• What you are asked to do:
Within the material below, locate the line with "Task: Give me" and the line with "Quick job: Parse", then return those two lines and all lines between them, exactly as written.

• Raw data:
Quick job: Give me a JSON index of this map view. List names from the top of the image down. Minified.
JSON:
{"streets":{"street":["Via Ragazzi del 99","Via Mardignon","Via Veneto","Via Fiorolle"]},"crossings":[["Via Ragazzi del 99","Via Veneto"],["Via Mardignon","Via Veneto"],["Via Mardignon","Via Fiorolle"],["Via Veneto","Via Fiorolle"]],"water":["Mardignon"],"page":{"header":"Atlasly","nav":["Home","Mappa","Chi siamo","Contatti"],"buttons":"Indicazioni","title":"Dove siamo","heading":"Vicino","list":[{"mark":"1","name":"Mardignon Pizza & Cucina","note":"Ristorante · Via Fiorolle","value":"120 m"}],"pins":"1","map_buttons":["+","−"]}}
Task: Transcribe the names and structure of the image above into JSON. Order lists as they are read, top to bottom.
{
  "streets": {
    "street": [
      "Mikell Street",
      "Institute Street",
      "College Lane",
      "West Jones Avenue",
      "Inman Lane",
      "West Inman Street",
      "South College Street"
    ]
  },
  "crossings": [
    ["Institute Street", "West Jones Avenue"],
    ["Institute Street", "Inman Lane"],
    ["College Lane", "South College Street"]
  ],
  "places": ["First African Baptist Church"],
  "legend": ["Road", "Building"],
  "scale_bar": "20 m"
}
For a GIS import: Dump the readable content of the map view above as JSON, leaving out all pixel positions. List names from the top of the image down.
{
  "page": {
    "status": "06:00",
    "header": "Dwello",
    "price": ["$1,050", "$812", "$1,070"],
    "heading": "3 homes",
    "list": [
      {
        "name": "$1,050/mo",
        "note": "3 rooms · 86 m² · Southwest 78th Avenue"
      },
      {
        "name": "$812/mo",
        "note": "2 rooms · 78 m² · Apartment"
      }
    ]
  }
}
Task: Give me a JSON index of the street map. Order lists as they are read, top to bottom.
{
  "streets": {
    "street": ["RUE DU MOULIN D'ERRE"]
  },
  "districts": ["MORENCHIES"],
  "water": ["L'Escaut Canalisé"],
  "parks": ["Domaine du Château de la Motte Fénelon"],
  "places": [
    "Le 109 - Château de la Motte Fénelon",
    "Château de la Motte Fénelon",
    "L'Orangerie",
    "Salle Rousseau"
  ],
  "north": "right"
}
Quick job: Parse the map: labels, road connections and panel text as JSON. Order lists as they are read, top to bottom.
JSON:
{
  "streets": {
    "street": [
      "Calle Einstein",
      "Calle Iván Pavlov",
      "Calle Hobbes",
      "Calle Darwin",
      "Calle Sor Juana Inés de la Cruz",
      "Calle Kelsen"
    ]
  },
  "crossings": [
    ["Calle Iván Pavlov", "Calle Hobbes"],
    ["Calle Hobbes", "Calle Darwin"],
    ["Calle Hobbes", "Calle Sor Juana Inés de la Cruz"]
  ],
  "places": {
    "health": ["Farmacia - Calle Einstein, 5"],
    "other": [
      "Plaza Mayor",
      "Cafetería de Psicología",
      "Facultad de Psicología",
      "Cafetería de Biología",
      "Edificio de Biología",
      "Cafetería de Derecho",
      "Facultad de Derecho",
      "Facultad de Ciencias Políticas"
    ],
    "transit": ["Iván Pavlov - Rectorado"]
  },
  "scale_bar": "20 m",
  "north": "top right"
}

• Output of the task:
Task: Give me a JSON index of the street map. Order lists as they are read, top to bottom.
{
  "streets": {
    "street": ["RUE DU MOULIN D'ERRE"]
  },
  "districts": ["MORENCHIES"],
  "water": ["L'Escaut Canalisé"],
  "parks": ["Domaine du Château de la Motte Fénelon"],
  "places": [
    "Le 109 - Château de la Motte Fénelon",
    "Château de la Motte Fénelon",
    "L'Orangerie",
    "Salle Rousseau"
  ],
  "north": "right"
}
Quick job: Parse the map: labels, road connections and panel text as JSON. Order lists as they are read, top to bottom.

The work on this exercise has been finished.